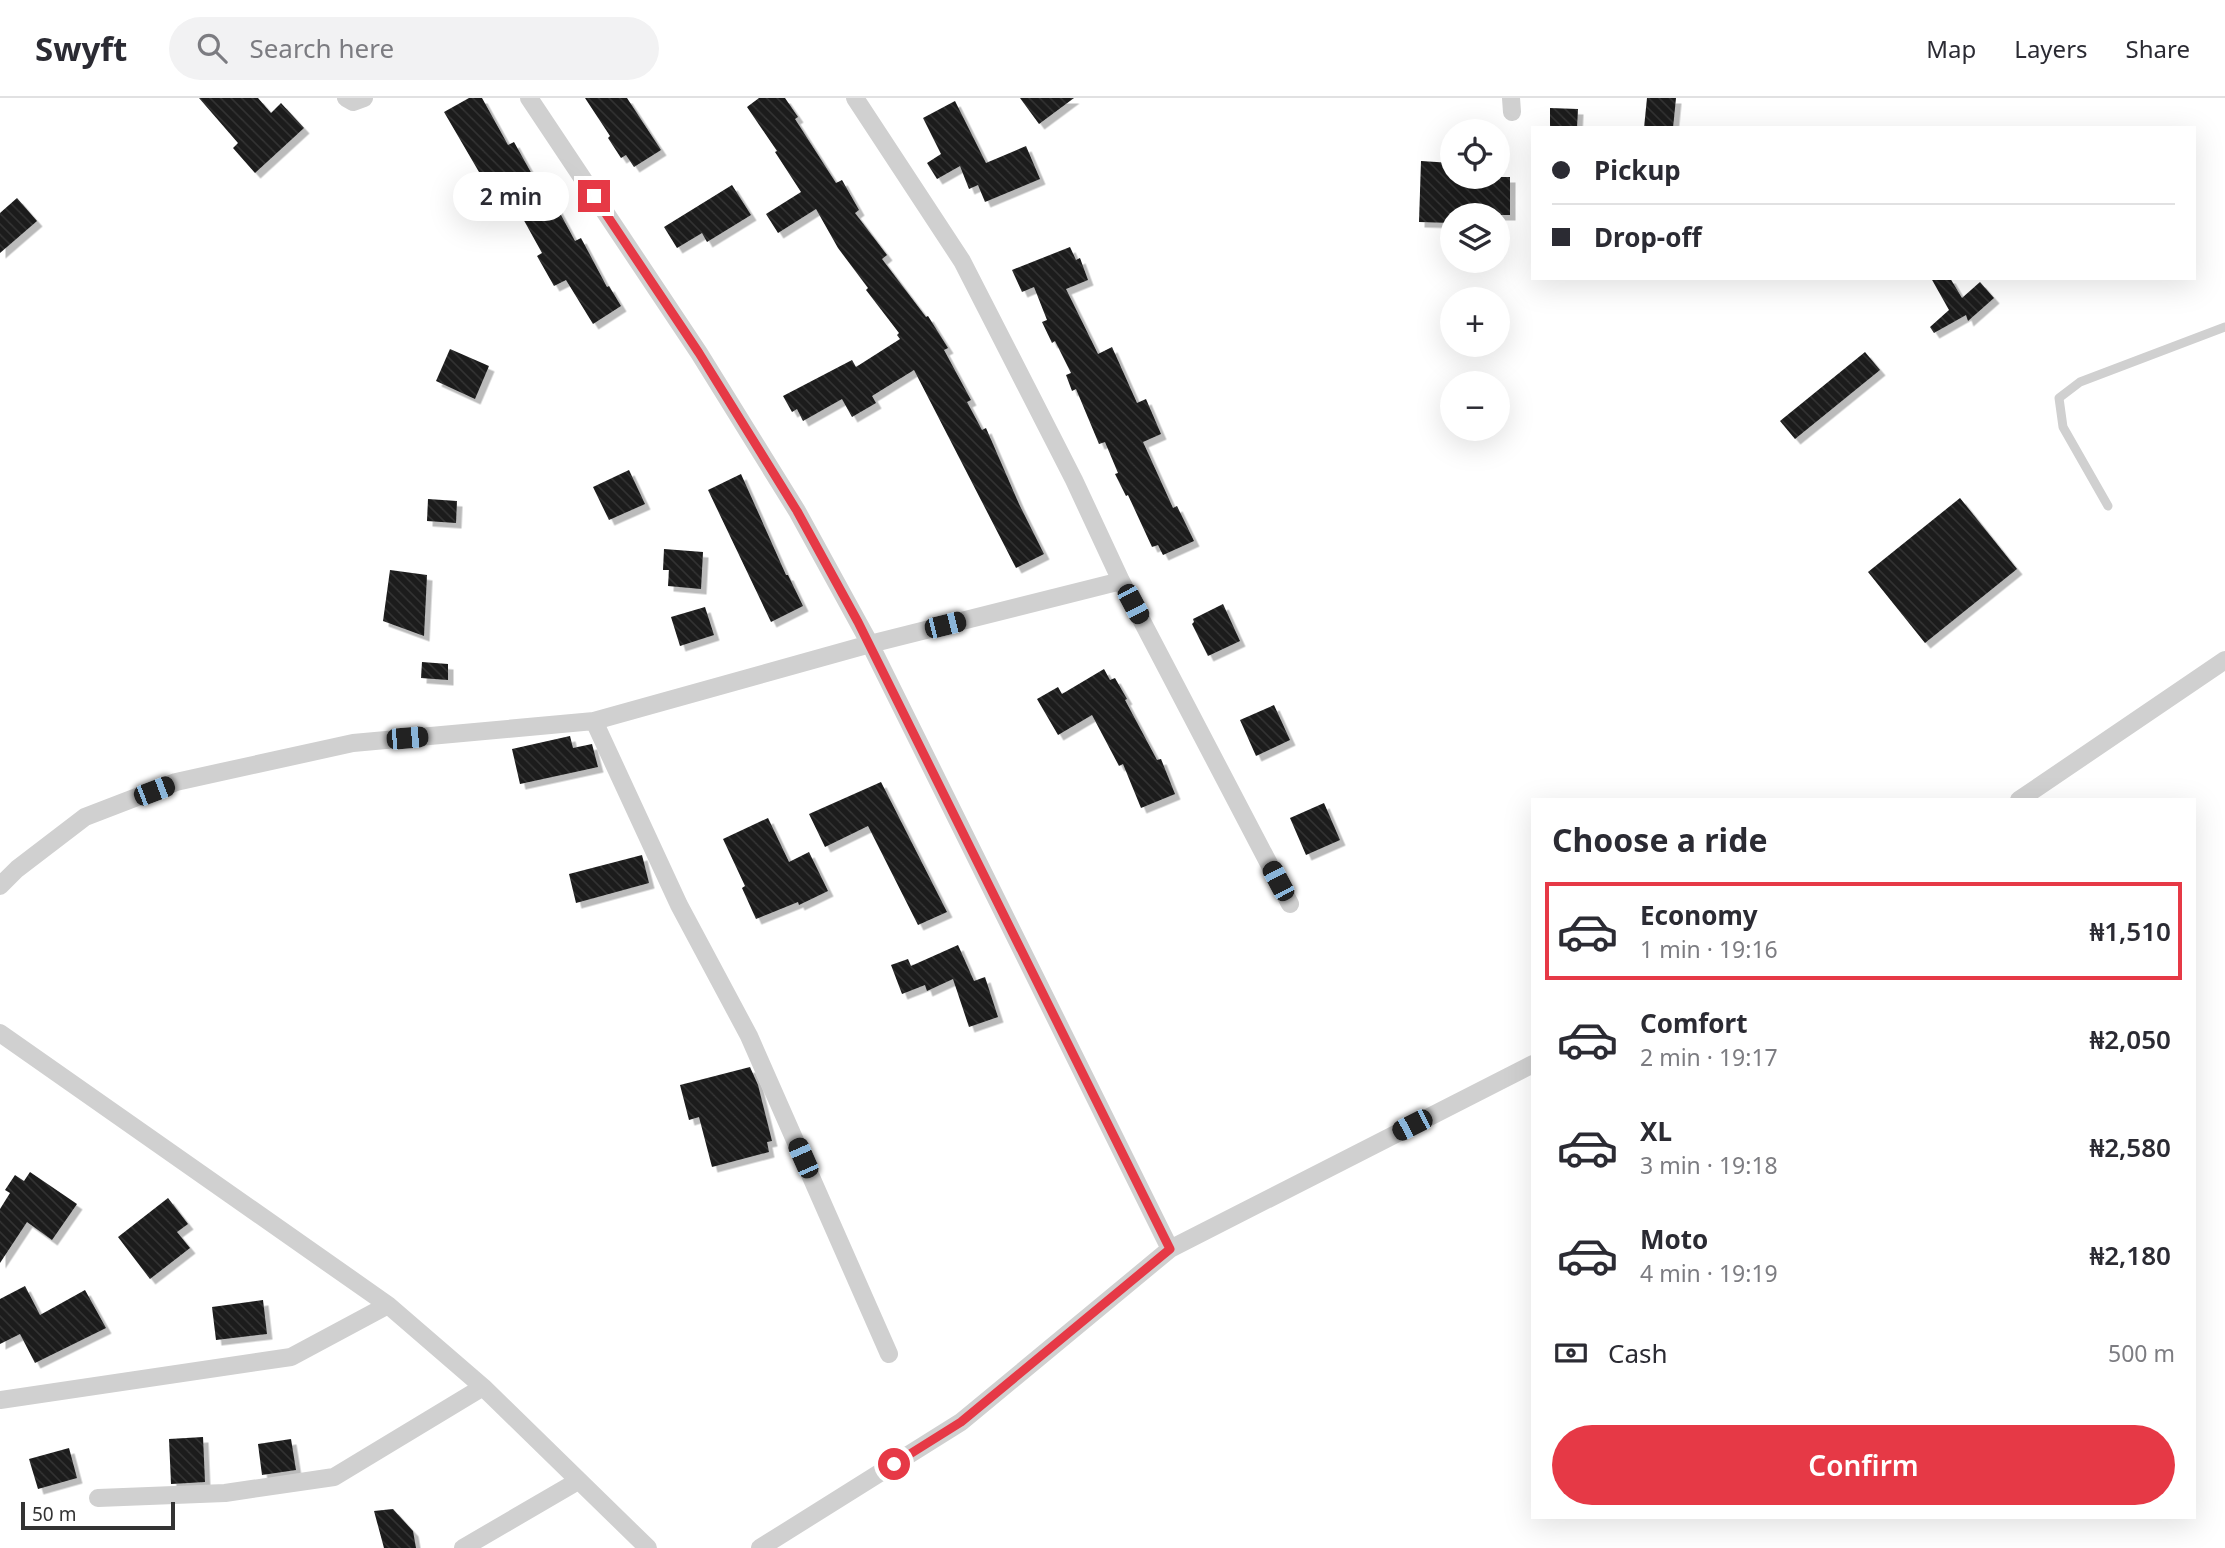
<!DOCTYPE html>
<html lang="en">
<head>
<meta charset="utf-8">
<style>
	:root { --surface:#fff; --page:#f2f2f3; --text:#2b2b33; --muted:#7c7c81; --line:#e1e1e2; --accent:#e63946 }
	body { margin:0; font-family:"Noto Sans",sans-serif; background:var(--page); color:var(--text); height:100vh; display:flex; flex-direction:column; font-size:26px; white-space:nowrap }
	* { box-sizing:border-box; margin:0 }
	p { font-size:23px; color:var(--muted) }
	.icon { flex:none; width:38px; height:38px; fill:none; stroke:currentColor; stroke-width:2; stroke-linecap:round; stroke-linejoin:round }
	.map { position:relative; flex:1; overflow:hidden }
	.sheet { position:absolute; left:1531px; top:700px; width:665px; height:721px; display:flex; flex-direction:column; background:var(--surface); border-radius:0px; box-shadow:0 7px 28px #0002 }
	.sheet>* { flex:none }
	.top-card { position:absolute; left:1531px; top:28px; width:665px; height:154px; border-radius:0px; box-shadow:0 7px 28px #0002; display:grid; align-content:center; height:154px; padding:0 21px; background:var(--surface) }
	.fabs { position:absolute; left:1440px; top:21px; display:grid; gap:14px }
	.fabs a { display:grid; place-items:center; width:70px; height:70px; border-radius:50%; background:var(--surface); box-shadow:0 7px 28px #0002; font-size:35px }
	.scale { position:absolute; left:21px; bottom:18px; width:154px; box-sizing:border-box; padding-left:7px; border:4px solid #333; border-top:0; font-size:19px; line-height:24px; white-space:nowrap; color:#333; -webkit-text-stroke:5px #fff; paint-order:stroke }
	.end { position:absolute; width:32px; height:32px; margin:-16px; border:9px solid #e63946; background:#fff; box-shadow:0 0 0 4px #fff }
	.from { border-radius:50% }
	.bubble { position:absolute; height:49px; border-radius:24px; background:var(--surface); box-shadow:0 7px 28px #0002; font-size:23px; font-weight:600; line-height:49px; text-align:center }
	.car { position:absolute; width:21px; height:42px; margin:-21px -10px; border-radius:9px; box-shadow:0 0 5px 2px #0007; background:linear-gradient(#222 24%,#8ab4d8 0 40%,#222 0 76%,#8ab4d8 0 86%,#222 0) }
	.top-card b { display:flex; align-items:center; gap:24px; height:66px; font-size:26px }
	.top-card b+b { border-top:2px solid var(--line) }
	.top-card i { width:18px; height:18px; background:var(--text) }
	ul { padding:0; list-style:none }
	li { display:flex; align-items:center; gap:21px; height:98px; margin:0 14px 10px; padding:0 7px; border:4px solid transparent; border-radius:0px }
	li div { flex:1 }
	li b { display:block; font-size:26px }
	li em { font-style:normal; font-weight:600 }
	li.selected { border-color:var(--accent) }
	li>.icon { width:63px; height:63px; stroke-width:1.5 }
	h2 { padding:0 21px; font-size:32px; line-height:84px }
	.pay { display:flex; align-items:center; gap:18px; height:77px; padding:0 21px; font-size:26px }
	.pay p { margin-inline-start:auto }
	.button { display:flex; gap:14px; margin-top:auto; padding:14px 21px }
	.button a { flex:1; height:80px; border-radius:42px; background:var(--accent); color:#fff; font-size:28px; font-weight:600; line-height:80px; text-align:center }
	header { display:flex; align-items:center; gap:42px; box-sizing:border-box; height:98px; padding:0 35px; background:var(--surface); border-bottom:2px solid var(--line) }
	header strong { font-size:33px }
	nav { display:flex; gap:38px; margin-inline-start:auto; font-size:24px }
	.search { width:490px; height:63px; background:var(--page); display:flex; align-items:center; gap:18px; box-sizing:border-box; padding:0 24px; border-radius:38px; color:var(--muted); font-size:26px }
	.map>svg:first-child { display:block }
	.building { fill:url(#building-back-hatch); filter:url(#shadow) }
	.lines { fill:none; stroke-linecap:round; stroke-linejoin:round }
	.service { stroke:#d0d0d0; stroke-width:9 }
	.minor { stroke:#d0d0d0; stroke-width:18 }
	.route { stroke:#e63946; stroke-width:9 }
</style>
</head>
<body>
<header>
<strong>Swyft</strong>
<div class="search"><svg class="icon" aria-label="search" viewBox="0 0 24 24"><circle cx="10" cy="10" r="6"/><path d="M15 15l6 6"/></svg>Search here</div>
<nav><a>Map</a><a>Layers</a><a>Share</a></nav>
</header>
<div class="map">
<svg width="2225" height="1450" viewBox="0 0 2225 1450">
	<defs>
		<pattern id="building-back-hatch" width="6" height="6" patternUnits="userSpaceOnUse" patternTransform="scale(1.75)"><rect width="6" height="6" fill="#1a1a1a"/><path d="M-1 5l2 2M0 0l6 6M5-1l2 2" fill="none" stroke="#333"/></pattern>
		<filter id="shadow"><feDropShadow dx="5.5" dy="5.5" stdDeviation="0" flood-color="#0004"/></filter>
	</defs>
	<rect width="100%" height="100%" fill="#fff"/>
	<!-- building -->
	<path class="building" d="M 199,0 L 258,0 L 271,15 L 281,5 L 304,30 L 255,75 L 233,50 L 238,45 Z
		M 469,0 L 482,0 L 508,47 L 514,44 L 543,96 L 548,93 L 575,143 L 581,140 L 607,189 L 609,188 L 621,208 L 593,226 L 566,182 L 554,188 L 537,158 L 542,155 L 506,90 L 493,98 L 444,14 Z
		M 585,0 L 627,0 L 661,52 L 634,69 L 626,57 L 621,60 L 608,40 L 610,38 Z
		M 759,0 L 785,0 L 798,19 L 795,21 L 836,85 L 842,82 L 859,112 L 855,115 L 887,157 L 882,161 L 926,219 L 928,218 L 948,250 L 944,252 L 971,302 L 967,304 L 982,332 L 986,330 L 1019,406 L 1044,456 L 1016,470 L 914,272 L 872,298 L 876,305 L 852,319 L 842,301 L 803,323 L 797,311 L 792,314 L 783,298 L 852,262 L 856,269 L 900,241 L 897,237 L 899,235 L 866,192 L 868,190 L 838,150 L 816,111 L 778,135 L 766,116 L 801,94 L 775,54 L 777,53 L 747,9 Z
		M 1020,0 L 1074,0 L 1039,26 Z
		M 1647,0 L 1676,0 L 1673,30 L 1644,30 Z
		M 955,3 L 986,65 L 1026,48 L 1040,81 L 985,104 L 978,87 L 969,91 L 960,68 L 937,81 L 927,65 L 941,56 L 923,20 Z
		M 1550,10 L 1578,11 L 1577,30 L 1550,30 Z
		M 1421,63 L 1452,65 L 1452,79 L 1510,79 L 1510,117 L 1452,117 L 1452,125 L 1419,124 Z
		M 732,87 L 751,117 L 707,144 L 702,135 L 677,150 L 664,129 Z
		M 17,100 L 37,123 L 0,155 L 0,115 Z
		M 1070,149 L 1076,162 L 1080,160 L 1088,182 L 1066,191 L 1098,256 L 1112,249 L 1137,305 L 1146,301 L 1161,336 L 1143,344 L 1173,410 L 1177,408 L 1194,443 L 1163,457 L 1158,447 L 1152,449 L 1128,397 L 1126,398 L 1115,376 L 1118,375 L 1105,344 L 1099,346 L 1076,291 L 1072,293 L 1066,277 L 1071,275 L 1055,243 L 1052,245 L 1042,224 L 1047,222 L 1034,189 L 1022,194 L 1012,172 Z
		M 1931,180 L 1950,180 L 1962,200 L 1980,184 L 1994,200 L 1968,223 L 1966,217 L 1934,235 L 1930,229 L 1949,212 Z
		M 450,251 L 489,268 L 475,301 L 436,283 Z
		M 1865,254 L 1880,272 L 1795,341 L 1780,323 Z
		M 629,372 L 645,406 L 609,422 L 593,389 Z
		M 741,376 L 786,477 L 788,477 L 803,508 L 771,524 L 708,392 Z
		M 1960,400 L 2017,471 L 1925,545 L 1868,474 Z
		M 428,401 L 457,403 L 456,425 L 427,423 Z
		M 664,451 L 703,454 L 701,491 L 668,488 L 669,472 L 663,472 Z
		M 390,472 L 427,477 L 424,538 L 383,523 Z
		M 1223,506 L 1240,543 L 1208,558 L 1192,526 L 1194,524 L 1193,521 Z
		M 705,509 L 714,537 L 680,548 L 671,519 Z
		M 422,564 L 448,566 L 448,582 L 421,580 Z
		M 1104,571 L 1110,582 L 1115,580 L 1127,601 L 1125,602 L 1157,662 L 1161,661 L 1175,696 L 1141,710 L 1123,666 L 1119,668 L 1092,617 L 1058,637 L 1037,601 L 1058,589 L 1062,596 Z
		M 1274,607 L 1290,642 L 1256,658 L 1240,622 Z
		M 570,638 L 573,650 L 592,646 L 598,669 L 520,686 L 512,651 Z
		M 881,684 L 947,814 L 918,827 L 868,728 L 825,749 L 809,716 Z
		M 1324,705 L 1340,742 L 1306,757 L 1290,720 Z
		M 768,720 L 789,764 L 809,754 L 828,793 L 799,807 L 798,804 L 756,821 L 742,790 L 745,788 L 723,741 Z
		M 642,757 L 649,785 L 576,805 L 569,776 Z
		M 958,847 L 974,883 L 985,879 L 998,919 L 969,929 L 953,881 L 927,893 L 925,887 L 902,896 L 891,867 L 908,861 L 911,868 Z
		M 750,969 L 758,987 L 772,1043 L 767,1044 L 769,1054 L 712,1069 L 699,1019 L 689,1022 L 680,987 Z
		M 30,1074 L 77,1106 L 52,1142 L 27,1124 L 0,1165 L 0,1111 L 10,1095 L 5,1092 L 15,1077 L 24,1083 Z
		M 168,1100 L 188,1126 L 177,1134 L 190,1150 L 150,1181 L 118,1139 Z
		M 25,1188 L 40,1217 L 85,1192 L 106,1230 L 35,1265 L 20,1236 L 0,1246 L 0,1201 Z
		M 263,1202 L 267,1236 L 216,1242 L 212,1209 Z
		M 203,1339 L 205,1384 L 171,1386 L 169,1341 Z
		M 291,1341 L 296,1372 L 262,1377 L 258,1346 Z
		M 69,1350 L 77,1380 L 38,1391 L 29,1361 Z
		M 393,1411 L 413,1433 L 416,1450 L 384,1450 L 374,1413 Z"/>
	<g class="lines">
		<!-- service -->
		<path class="service" d="M 2108,408 L 2063,329 L 2059,300 L 2080,284 L 2225,229"/>
		<!-- minor -->
		<path class="minor" d="M 346,0 L 353,4 L 364,0
			M 529,0 L 699,255 L 797,413 L 870,546 L 1170,1151
			M 855,0 L 962,163 L 1074,382 L 1121,483 L 1290,806
			M 1511,0 L 1512,14
			M 594,623 L 679,807 L 749,938 L 889,1256
			M 2019,702 L 2225,562
			M 0,788 L 17,771 L 85,719 L 176,684 L 353,645 L 594,623 L 870,546 L 1121,483
			M 0,935 L 388,1207 L 483,1289 L 648,1450
			M 0,1302 L 291,1259 L 388,1207
			M 98,1400 L 225,1395 L 334,1379 L 483,1289
			M 463,1450 L 578,1383
			M 760,1450 L 961,1324 L 1170,1151 L 1533,966"/>
	</g>
	<g class="lines">
		<!-- route -->
		<path class="route" d="M 594,98 L 699,255 L 797,413 L 858,524 L 1170,1151 L 961,1324 L 894,1366"/>
	</g>
</svg>
<div class="fabs">
<a><svg class="icon" aria-label="locate" viewBox="0 0 24 24"><circle cx="12" cy="12" r="6"/><path d="M12 2v4M12 18v4M2 12h4M18 12h4"/></svg></a>
<a><svg class="icon" aria-label="layers" viewBox="0 0 24 24"><path d="M12 4l9 5-9 5-9-5zM3 14l9 5 9-5"/></svg></a>
<a>+</a>
<a>−</a>
</div>
<div class="scale">50 m</div>
<i class="end from" style="left:894px;top:1366px"></i>
<i class="end" style="left:594px;top:98px"></i>
<div class="bubble" style="left:453px;top:74px;width:116px">2 min</div>
<i class="car" style="left:1133px;top:506px;rotate:152deg"></i>
<i class="car" style="left:945px;top:527px;rotate:76deg"></i>
<i class="car" style="left:407px;top:640px;rotate:85deg"></i>
<i class="car" style="left:154px;top:693px;rotate:69deg"></i>
<i class="car" style="left:1278px;top:783px;rotate:332deg"></i>
<i class="car" style="left:1412px;top:1027px;rotate:243deg"></i>
<i class="car" style="left:803px;top:1060px;rotate:336deg"></i>
<div class="top-card">
<b><i class="from"></i>Pickup</b>
<b><i></i>Drop-off</b>
</div>
<section class="sheet">
<h2>Choose a ride</h2>
<ul>
<li class="selected"><svg class="icon" aria-label="car" viewBox="0 0 24 24"><path d="M5 17H2v-5l4-1 3-4h7l3 4 3 1v5h-3M9 17h6M6 11h13"/><circle cx="7" cy="17" r="2"/><circle cx="17" cy="17" r="2"/></svg><div><b>Economy</b><p>1 min · 19:16</p></div><em>₦1,510</em></li>
<li><svg class="icon" aria-label="car" viewBox="0 0 24 24"><path d="M5 17H2v-5l4-1 3-4h7l3 4 3 1v5h-3M9 17h6M6 11h13"/><circle cx="7" cy="17" r="2"/><circle cx="17" cy="17" r="2"/></svg><div><b>Comfort</b><p>2 min · 19:17</p></div><em>₦2,050</em></li>
<li><svg class="icon" aria-label="car" viewBox="0 0 24 24"><path d="M5 17H2v-5l4-1 3-4h7l3 4 3 1v5h-3M9 17h6M6 11h13"/><circle cx="7" cy="17" r="2"/><circle cx="17" cy="17" r="2"/></svg><div><b>XL</b><p>3 min · 19:18</p></div><em>₦2,580</em></li>
<li><svg class="icon" aria-label="car" viewBox="0 0 24 24"><path d="M5 17H2v-5l4-1 3-4h7l3 4 3 1v5h-3M9 17h6M6 11h13"/><circle cx="7" cy="17" r="2"/><circle cx="17" cy="17" r="2"/></svg><div><b>Moto</b><p>4 min · 19:19</p></div><em>₦2,180</em></li>
</ul>
<div class="pay"><svg class="icon" aria-label="cash" viewBox="0 0 24 24"><path d="M3 7h18v10H3z"/><circle cx="12" cy="12" r="2"/></svg>Cash<p>500 m</p></div>
<div class="button"><a>Confirm</a></div>
</section>
</div>
</body>
</html>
:::::
**Aim of the task:**
For each line in the entries that holds "page", return that line.

**Response to the exercise:**
	:root { --surface:#fff; --page:#f2f2f3; --text:#2b2b33; --muted:#7c7c81; --line:#e1e1e2; --accent:#e63946 }
	body { margin:0; font-family:"Noto Sans",sans-serif; background:var(--page); color:var(--text); height:100vh; display:flex; flex-direction:column; font-size:26px; white-space:nowrap }
	.search { width:490px; height:63px; background:var(--page); display:flex; align-items:center; gap:18px; box-sizing:border-box; padding:0 24px; border-radius:38px; color:var(--muted); font-size:26px }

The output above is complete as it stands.